В композиции «Дней» преимущественное место занимает еще тема любви, унаследованная непосредственно от Боккаччо, с соответствующей обстановкой, вроде «ласкающих взор прудов», «зеленой травки», «приветливых садочков»; и с большей, правда; тягой ко всякого, рода изыскам и орнаментике в духе нарождающегося маньеризма. В «Ночах» торжествует чувство новизны, интерес к странному, удивительному — словом, что-то похожее на мироощущение живописцев того времени. Писателя привлекают эффекты в изображении интерьеров, ломящихся от изобилия столов, фонтанов и садов. Тут фантазия его просто безгранична.
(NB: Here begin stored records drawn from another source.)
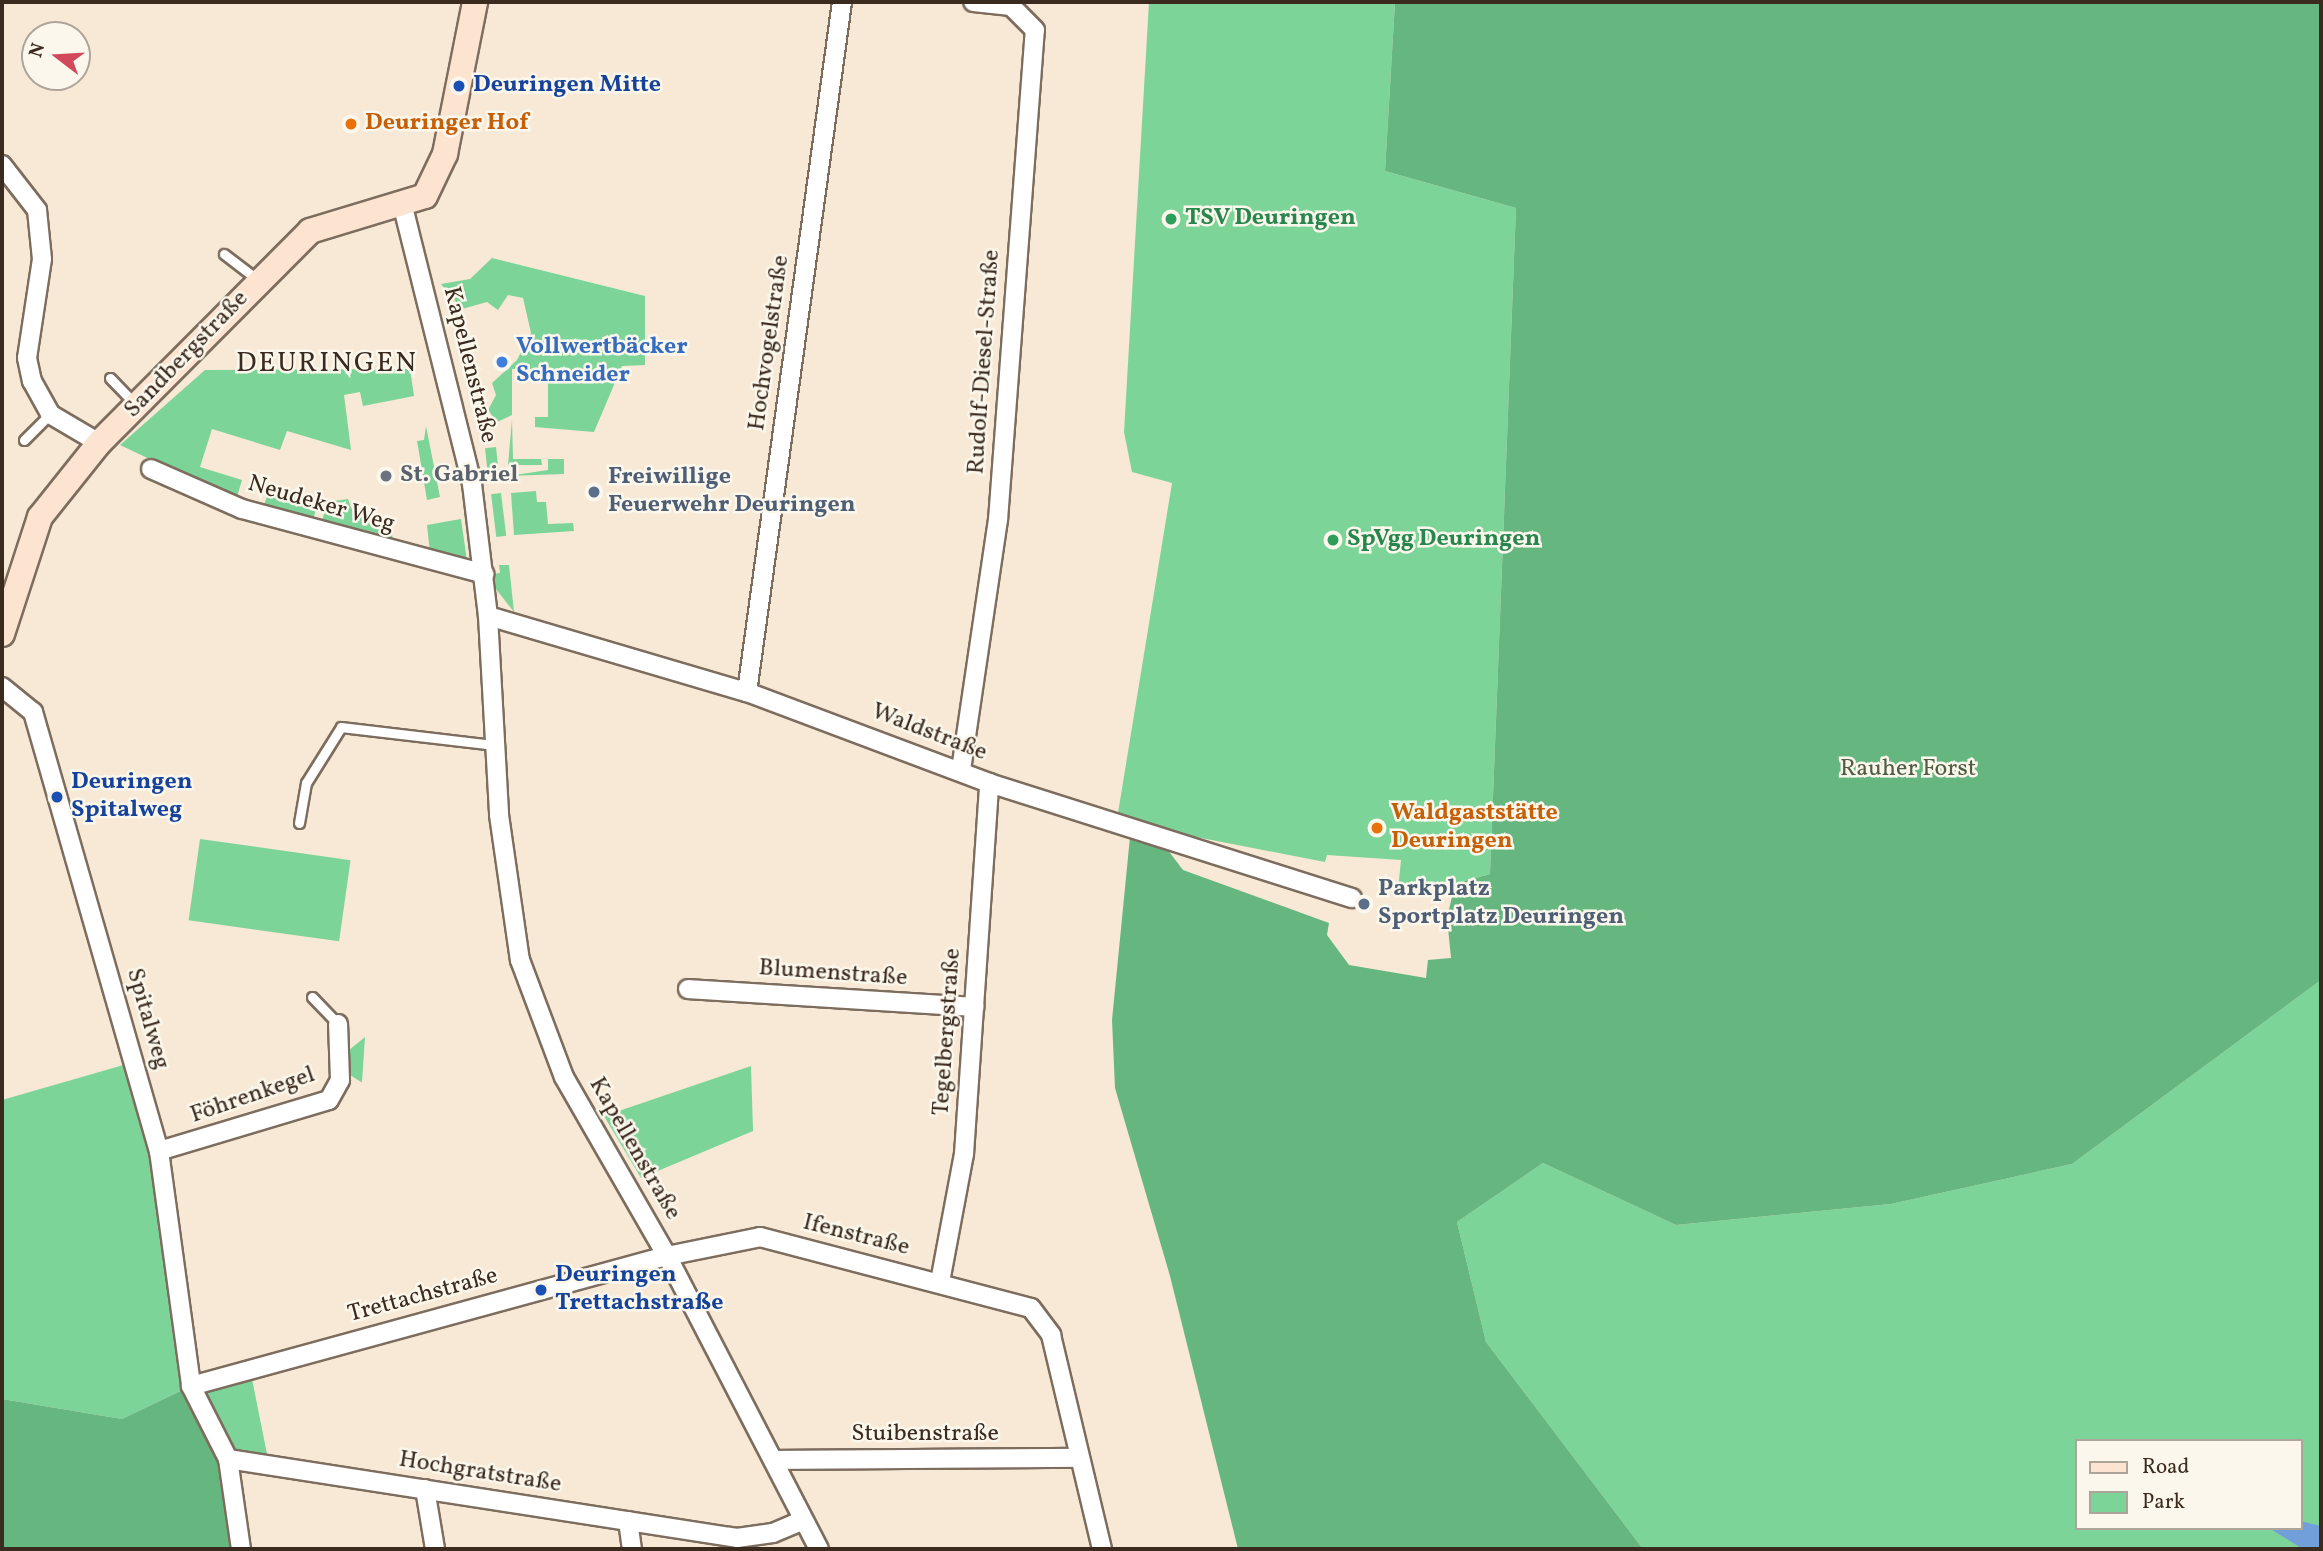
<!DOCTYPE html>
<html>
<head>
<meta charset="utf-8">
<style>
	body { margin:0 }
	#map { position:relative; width:2323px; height:1551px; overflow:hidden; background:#f7e9d5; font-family:Vollkorn,serif }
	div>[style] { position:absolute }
	.green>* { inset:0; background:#7dd498; transform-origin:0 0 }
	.forest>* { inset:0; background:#66b680 }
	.water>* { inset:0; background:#719fda }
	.roads { filter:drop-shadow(2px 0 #7d6d5e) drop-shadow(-2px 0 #7d6d5e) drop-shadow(0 2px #7d6d5e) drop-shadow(0 -2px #7d6d5e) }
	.lane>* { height:9px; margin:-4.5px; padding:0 4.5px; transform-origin:4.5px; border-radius:4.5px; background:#fff }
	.street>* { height:18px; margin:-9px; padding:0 9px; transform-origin:9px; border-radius:9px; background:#fff }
	.secondary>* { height:24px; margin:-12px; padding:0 12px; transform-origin:12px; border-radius:12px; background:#fde4d0 }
	.dots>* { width:19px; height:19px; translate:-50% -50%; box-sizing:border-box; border:4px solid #fbf7ec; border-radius:50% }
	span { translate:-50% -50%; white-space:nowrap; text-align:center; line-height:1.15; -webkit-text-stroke:5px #fbf7ec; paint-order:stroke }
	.transit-label { font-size:24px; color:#164399; font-weight:700 }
	.left { translate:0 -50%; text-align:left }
	.food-label { font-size:24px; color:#c56008; font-weight:700 }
	.leisure-label { font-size:24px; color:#27864d; font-weight:700 }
	.street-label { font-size:24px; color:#3b2a1e }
	.shop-label { font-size:24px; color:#366cbe; font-weight:700 }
	.worship-label { font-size:24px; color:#5b616d; font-weight:700 }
	.service-label { font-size:24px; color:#4e5e75; font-weight:700 }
	.park-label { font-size:24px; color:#4f5d43 }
	.quarter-label { font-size:28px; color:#3b2a1e; letter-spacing:2px }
	.frame { position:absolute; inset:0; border:4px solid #3b2a1e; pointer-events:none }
	.legend { position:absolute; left:2075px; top:1439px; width:228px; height:91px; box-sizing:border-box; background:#fbf7ec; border:2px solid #aea59a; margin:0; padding:9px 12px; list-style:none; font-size:21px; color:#3b2a1e }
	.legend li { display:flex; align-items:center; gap:14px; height:35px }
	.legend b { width:35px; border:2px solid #aea59a }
	.north { position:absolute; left:21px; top:21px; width:70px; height:70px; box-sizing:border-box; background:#fbf7ec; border:2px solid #aea59a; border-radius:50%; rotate:287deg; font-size:19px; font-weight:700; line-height:28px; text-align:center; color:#3b2a1e }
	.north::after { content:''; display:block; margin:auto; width:24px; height:32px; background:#d1495b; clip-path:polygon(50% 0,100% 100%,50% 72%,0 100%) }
</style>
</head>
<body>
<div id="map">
	<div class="green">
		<i style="clip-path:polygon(1149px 2px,1395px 2px,1385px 171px,1516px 208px,1490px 874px,1455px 884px,1415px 882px,1414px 891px,1398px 890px,1401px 860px,1327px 855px,1325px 862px,1191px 836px,1190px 842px,1117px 819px,1172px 483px,1132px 472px,1124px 432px)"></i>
		<i style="clip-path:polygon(492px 258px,645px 296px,645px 365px,622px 366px,594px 432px,535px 427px,535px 417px,548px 417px,548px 369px,512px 369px,512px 415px,497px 422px,488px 410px,496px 395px,492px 383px,517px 360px,531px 333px,523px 298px,508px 295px,498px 310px,487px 302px,462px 309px,441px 284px,470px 279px)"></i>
		<i style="clip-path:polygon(410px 369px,414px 396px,363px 406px,360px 392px,344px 395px,351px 450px,287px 431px,280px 450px,212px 429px,200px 467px,242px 480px,236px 500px,120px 445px,205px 370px)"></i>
		<i style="clip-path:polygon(512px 419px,513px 459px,541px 459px,542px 465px,508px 465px)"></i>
		<i style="clip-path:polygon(426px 426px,440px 497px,427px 500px,417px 441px,424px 440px)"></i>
		<i style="left:496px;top:447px;width:29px;height:11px;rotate:84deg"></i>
		<i style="clip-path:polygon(548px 459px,564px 459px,564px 474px,508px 476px,548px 470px)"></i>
		<i style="left:269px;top:489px;width:51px;height:20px;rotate:17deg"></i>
		<i style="clip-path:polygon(536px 491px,537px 502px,546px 502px,548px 524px,573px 523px,574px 531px,514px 535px,511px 493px)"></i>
		<i style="left:501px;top:493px;width:43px;height:10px;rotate:83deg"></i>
		<i style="clip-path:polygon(348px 499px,355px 518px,374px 514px,376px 524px,391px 522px,393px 544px,321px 525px,327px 502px)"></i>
		<i style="clip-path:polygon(461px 519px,467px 561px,430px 553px,427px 525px)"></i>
		<i style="clip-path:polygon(499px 565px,509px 565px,514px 612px,496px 589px,493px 574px,500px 573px)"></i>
		<i style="left:200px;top:839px;width:152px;height:82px;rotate:8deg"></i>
		<i style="clip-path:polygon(evenodd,2321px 980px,2321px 1549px,1643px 1549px,1486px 1342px,1457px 1222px,1543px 1163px,1676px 1225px,1891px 1204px,2072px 1164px,2321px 980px,2076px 1441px,2300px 1441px,2300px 1528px,2076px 1528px,2076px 1441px)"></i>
		<i style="clip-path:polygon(365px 1037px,362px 1082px,361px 1082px,350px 1075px,349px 1050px)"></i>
		<i style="clip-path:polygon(134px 1062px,159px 1152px,191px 1386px,122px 1419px,2px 1399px,2px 1100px)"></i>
		<i style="clip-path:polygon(751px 1066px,753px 1131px,641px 1178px,604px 1116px)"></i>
		<i style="clip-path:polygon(251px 1374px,268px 1459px,232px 1454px,199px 1389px)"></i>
	</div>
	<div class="forest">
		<i style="clip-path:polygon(1395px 2px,2321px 2px,2321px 980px,2072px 1164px,1891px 1204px,1676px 1225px,1543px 1163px,1457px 1222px,1486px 1342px,1643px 1549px,1238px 1549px,1170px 1276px,1115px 1088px,1112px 1020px,1130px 837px,1167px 849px,1183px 870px,1329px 923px,1327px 935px,1349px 965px,1426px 978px,1428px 960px,1451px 958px,1447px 918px,1455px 884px,1490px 874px,1516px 208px,1385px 171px)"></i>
		<i style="clip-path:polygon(191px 1386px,228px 1459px,241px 1549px,2px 1549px,2px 1399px,122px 1419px)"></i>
	</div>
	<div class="water">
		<i style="clip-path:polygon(2300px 1521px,2321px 1526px,2321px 1549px,2303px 1549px,2269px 1528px,2300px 1528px)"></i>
	</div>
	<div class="roads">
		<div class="lane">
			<i style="left:224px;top:254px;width:43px;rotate:37.4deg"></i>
			<i style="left:110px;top:378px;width:36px;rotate:46deg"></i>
			<i style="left:24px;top:440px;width:37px;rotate:-45deg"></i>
			<i style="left:299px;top:823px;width:41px;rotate:-80.1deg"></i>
			<i style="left:306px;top:783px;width:66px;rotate:-58deg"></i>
			<i style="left:341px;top:727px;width:155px;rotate:6.7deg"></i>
			<i style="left:312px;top:997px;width:37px;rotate:46deg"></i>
		</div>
		<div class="street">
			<i style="left:2px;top:165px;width:57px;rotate:52.1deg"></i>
			<i style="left:37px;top:210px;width:49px;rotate:84.2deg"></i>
			<i style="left:42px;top:259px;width:100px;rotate:98.6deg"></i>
			<i style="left:27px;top:358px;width:24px;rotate:78deg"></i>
			<i style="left:32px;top:381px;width:38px;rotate:61deg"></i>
			<i style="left:50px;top:414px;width:57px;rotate:30.6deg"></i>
			<i style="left:403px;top:207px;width:285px;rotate:76deg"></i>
			<i style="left:472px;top:484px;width:133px;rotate:83.1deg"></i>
			<i style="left:488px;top:616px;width:199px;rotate:86.8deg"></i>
			<i style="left:499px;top:815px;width:147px;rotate:81.8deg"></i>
			<i style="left:520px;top:960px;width:125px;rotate:69.4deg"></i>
			<i style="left:564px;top:1077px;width:207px;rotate:60.1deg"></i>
			<i style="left:667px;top:1256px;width:330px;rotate:62.6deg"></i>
			<i style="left:151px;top:469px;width:99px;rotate:23.7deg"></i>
			<i style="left:242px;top:509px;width:251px;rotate:15deg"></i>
			<i style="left:488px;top:616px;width:270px;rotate:16.4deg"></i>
			<i style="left:747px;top:692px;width:259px;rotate:20.6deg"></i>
			<i style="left:989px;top:783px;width:381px;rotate:17.6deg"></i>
			<i style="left:2px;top:687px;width:40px;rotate:39deg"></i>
			<i style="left:33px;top:712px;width:457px;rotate:74deg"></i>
			<i style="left:159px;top:1151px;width:237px;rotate:82.2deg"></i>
			<i style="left:191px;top:1386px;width:82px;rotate:63.1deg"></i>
			<i style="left:228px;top:1459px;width:515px;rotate:8.82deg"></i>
			<i style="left:737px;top:1538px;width:36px;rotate:-8deg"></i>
			<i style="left:773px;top:1533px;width:33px;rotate:-23deg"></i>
			<i style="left:747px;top:692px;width:697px;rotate:-82.16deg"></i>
			<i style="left:961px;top:770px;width:253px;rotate:-81.6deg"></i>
			<i style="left:998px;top:520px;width:491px;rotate:-85.7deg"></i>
			<i style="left:1035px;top:30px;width:34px;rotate:-135deg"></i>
			<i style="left:1011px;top:6px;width:38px;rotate:-174deg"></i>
			<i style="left:688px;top:989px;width:287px;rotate:3.6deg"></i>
			<i style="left:159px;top:1151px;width:177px;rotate:-16.7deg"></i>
			<i style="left:329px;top:1100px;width:23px;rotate:-61deg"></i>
			<i style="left:340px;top:1080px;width:56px;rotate:-92deg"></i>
			<i style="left:940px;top:1282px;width:130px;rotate:-79.4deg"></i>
			<i style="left:964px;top:1154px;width:372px;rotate:-86.1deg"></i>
			<i style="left:191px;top:1386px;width:493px;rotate:-15.3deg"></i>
			<i style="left:667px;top:1256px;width:95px;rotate:-11.5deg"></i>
			<i style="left:760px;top:1237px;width:280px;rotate:14.7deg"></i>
			<i style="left:1031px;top:1308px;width:34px;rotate:53deg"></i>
			<i style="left:1051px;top:1335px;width:220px;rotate:76.6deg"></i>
			<i style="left:228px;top:1459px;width:91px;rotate:81.8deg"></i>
			<i style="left:775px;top:1460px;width:301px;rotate:-0.4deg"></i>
			<i style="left:425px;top:1489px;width:61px;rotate:80.5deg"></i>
			<i style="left:628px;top:1521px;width:28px;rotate:82deg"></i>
		</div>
		<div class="secondary">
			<i style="left:2px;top:634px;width:123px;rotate:-72deg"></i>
			<i style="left:40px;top:517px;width:95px;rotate:-51.4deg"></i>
			<i style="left:99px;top:443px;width:299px;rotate:-45.1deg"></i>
			<i style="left:310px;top:231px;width:120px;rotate:-16.9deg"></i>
			<i style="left:425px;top:196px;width:47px;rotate:-64.5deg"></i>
			<i style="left:445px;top:154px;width:155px;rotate:-78.8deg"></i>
		</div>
	</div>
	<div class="dots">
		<i style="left:459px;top:86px;background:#1a4fb4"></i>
		<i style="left:351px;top:124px;background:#e8710a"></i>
		<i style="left:1171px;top:219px;background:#2e9e5b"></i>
		<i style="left:502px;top:362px;background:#3f7fe0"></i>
		<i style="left:386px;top:476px;background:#6b7280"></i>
		<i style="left:594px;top:492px;background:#5c6f8a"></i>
		<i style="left:1333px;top:540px;background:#2e9e5b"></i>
		<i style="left:57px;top:797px;background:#1a4fb4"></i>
		<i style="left:1377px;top:828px;background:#e8710a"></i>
		<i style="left:1364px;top:904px;background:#5c6f8a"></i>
		<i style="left:541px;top:1290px;background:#1a4fb4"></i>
	</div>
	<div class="transit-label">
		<span class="left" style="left:473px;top:86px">Deuringen Mitte</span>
		<span class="left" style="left:71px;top:797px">Deuringen<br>Spitalweg</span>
		<span class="left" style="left:555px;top:1290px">Deuringen<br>Trettachstraße</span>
	</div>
	<div class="food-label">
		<span class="left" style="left:365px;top:124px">Deuringer Hof</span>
		<span class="left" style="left:1391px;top:828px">Waldgaststätte<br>Deuringen</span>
	</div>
	<div class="leisure-label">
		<span class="left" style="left:1185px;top:219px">TSV Deuringen</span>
		<span class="left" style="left:1347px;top:540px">SpVgg Deuringen</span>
	</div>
	<div class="street-label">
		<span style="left:770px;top:343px;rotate:-82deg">Hochvogelstraße</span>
		<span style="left:187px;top:355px;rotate:-46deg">Sandbergstraße</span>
		<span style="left:985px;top:362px;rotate:-86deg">Rudolf-Diesel-Straße</span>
		<span style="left:469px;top:365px;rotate:76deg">Kapellenstraße</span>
		<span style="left:321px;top:505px;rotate:16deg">Neudeker Weg</span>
		<span style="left:929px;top:733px;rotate:21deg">Waldstraße</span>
		<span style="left:833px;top:974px;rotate:4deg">Blumenstraße</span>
		<span style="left:147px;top:1019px;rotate:74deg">Spitalweg</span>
		<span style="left:948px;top:1032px;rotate:-86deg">Tegelbergstraße</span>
		<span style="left:253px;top:1096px;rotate:-19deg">Föhrenkegel</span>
		<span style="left:634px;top:1149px;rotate:60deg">Kapellenstraße</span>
		<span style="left:856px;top:1236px;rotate:14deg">Ifenstraße</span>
		<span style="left:423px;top:1296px;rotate:-15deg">Trettachstraße</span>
		<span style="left:925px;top:1435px">Stuibenstraße</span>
		<span style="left:480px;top:1473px;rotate:9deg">Hochgratstraße</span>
	</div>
	<div class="shop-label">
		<span class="left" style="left:516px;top:362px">Vollwertbäcker<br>Schneider</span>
	</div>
	<div class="worship-label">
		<span class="left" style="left:400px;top:476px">St. Gabriel</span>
	</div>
	<div class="service-label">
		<span class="left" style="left:608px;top:492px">Freiwillige<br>Feuerwehr Deuringen</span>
		<span class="left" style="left:1378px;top:904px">Parkplatz<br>Sportplatz Deuringen</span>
	</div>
	<div class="park-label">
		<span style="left:1908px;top:770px">Rauher Forst</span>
	</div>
	<div class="quarter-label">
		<span style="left:327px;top:364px">DEURINGEN</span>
	</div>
	<div class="frame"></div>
	<ul class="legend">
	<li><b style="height:9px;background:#fde4d0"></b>Road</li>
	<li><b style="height:19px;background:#7dd498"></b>Park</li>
	</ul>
	<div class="north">N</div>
</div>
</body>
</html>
К серьезным недостаткам Фортини-рассказчика можно отнести отсутствие чувства меры, неумение отсечь лишнее; создаваемые им характеры часто бывают наперед заданы и строятся на одной какой-нибудь черте (фанфаронство, если это испанец или неаполитанец; скряга, если это флорентиец); монотонность в описании некоторых ситуаций, особенно в любовных сценах; случайность в выборе определений, проистекающая от зыбкости взгляда художника на описываемый мир и явления; множество стереотипных, бесцветных выражений (так, о девице, желающей познать любовь, Фортини непременно скажет, что «она уже вышла из возраста, когда мать составляет единственную ей компанию», и никак иначе); угловатость переходов от одного повествовательного куска к другому и ряд других недостатков. Но когда Фортини доводится затронуть нечто новое, необычное, еще не бытовавшее в итальянской новеллистике, слог его становится живым, повествование стройным и энергичным. Так, к примеру, обстоит дело во II новелле из «Дней юных влюбленных», публикуемой в этом сборнике.

В новеллах Фортини любовь подается как некий спектакль, непременно предполагающий зрителя. Вот почему зритель — персонаж чрезвычайно существенный для «Дней» и «Ночей». И вот в чем оправдание принятой в них системы обрамления.

Шипионе Баргальи рассматривает новеллу как «игру», как приятное времяпрепровождение изысканного общества.

В этом смысле заключительный этап эволюции ренессансной новеллы живо напоминает бесславный конец плутовского повествования в Испании, где оно из действенного, боевого жанра постепенно выродилось в развлекательное чтение, своего рода «игру» для досужего аристократического ума.

В «Забавах» Баргальи принимают участие четыре светские дамы и пять юных кавалеров, собравшихся на три последних дня карнавала 1553 года в осажденной испанцами и флорентийцами Сиене. Шесть новелл, составляющих основу сборника, распределены по трем «Дням», или «играм» («игра в вопросы Любви», «игра в храм Любви» и «игра слепцов»).

Начиная со вступления Баргальи признает своими образцами диалогизированные «Азоланские беседы» Пьетро Бембо и «Декамерон» Боккаччо. Вопрос, поставленный Бембо, «что больше ценится в любви — красота телесная или красота душевная?», получает свою разработку в «игре в вопросы Любви». У Боккаччо Баргальи заимствует важную для построения сборника мотивировку: «Подобно тому как бурная радость сменяется горем, так же точно вслед за испытаниями приходит веселье». Вот этот принцип смешения противоположностей лежит в основе «парного» расположения шести новелл Баргальи. В первых двух «Днях» противопоставлено патетичное и комическое, среда аристократическая и простонародная. Например, за новеллой, повествующей о любви представителей двух враждующих знатных сиенских семейств, следует рассказ о горожанине Гальгано де’Николуччи, вздумавшем проделать озорную шутку с любимой и оставшемся в результате посрамленным. В последнем «Дне» противоположение состоит в различных способах разрешить противоречие между вожделением и разумом. Так, в пятой новелле (публикуемой в данном сборнике) Лавинелла, достигающая цели своего любовного томления, так и остается неизвестной для любовника, чем спасает свою честь и удовлетворяет желание. А в парной с ней новелле VI мадонна Маргерита успешно отстаивает свою честь от напористого посягательства кавалера, заставшего ее врасплох.